## WORK REQUEST
Once the pictures have been excluded, set down each remaining entry word for word.

****

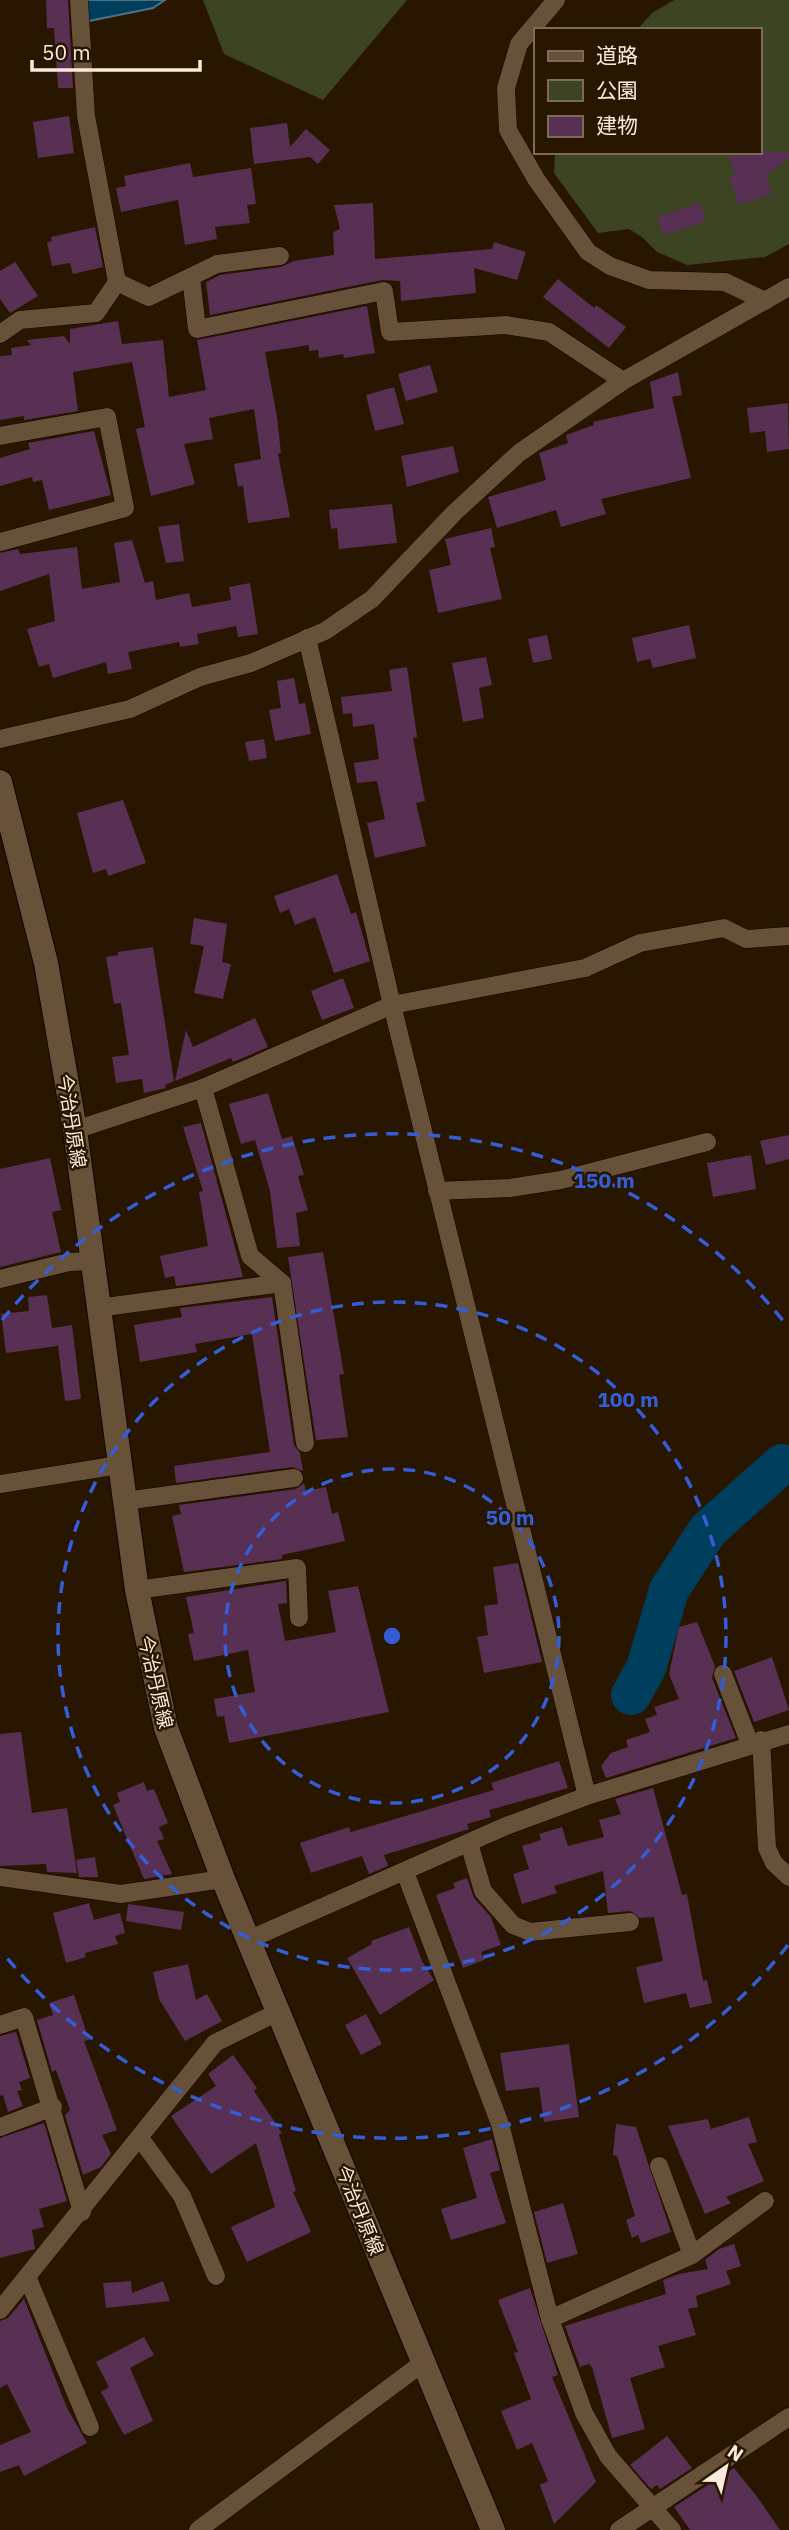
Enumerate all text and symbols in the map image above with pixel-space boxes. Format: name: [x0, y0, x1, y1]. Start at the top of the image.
scale bar: [32, 28, 200, 72]
legend: [534, 28, 761, 154]
text: 50 m: [42, 38, 91, 66]
text: 道路: [596, 41, 638, 69]
text: 公園: [596, 76, 638, 104]
text: 建物: [596, 111, 638, 139]
street label: 今治丹原線: [53, 1072, 91, 1170]
text: 150 m: [573, 1166, 635, 1194]
text: 100 m: [597, 1385, 659, 1413]
text: 50 m: [486, 1503, 534, 1531]
centre of rings: [380, 1624, 404, 1648]
street label: 今治丹原線: [134, 1633, 178, 1731]
street label: 今治丹原線: [331, 2161, 389, 2259]
north arrow: [691, 2432, 761, 2502]
text: N: [723, 2439, 748, 2467]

****

## TASK RESULT
Enumerate all text and symbols in the map image above with pixel-space boxes. Format: name: [x0, y0, x1, y1]. Start at the top of the image.
scale bar: [32, 28, 200, 72]
legend: [534, 28, 761, 154]
text: 50 m: [42, 38, 91, 66]
text: 道路: [596, 41, 638, 69]
text: 公園: [596, 76, 638, 104]
text: 建物: [596, 111, 638, 139]
street label: 今治丹原線: [53, 1072, 91, 1170]
text: 150 m: [573, 1166, 635, 1194]
text: 100 m: [597, 1385, 659, 1413]
text: 50 m: [486, 1503, 534, 1531]
centre of rings: [380, 1624, 404, 1648]
street label: 今治丹原線: [134, 1633, 178, 1731]
street label: 今治丹原線: [331, 2161, 389, 2259]
north arrow: [691, 2432, 761, 2502]
text: N: [723, 2439, 748, 2467]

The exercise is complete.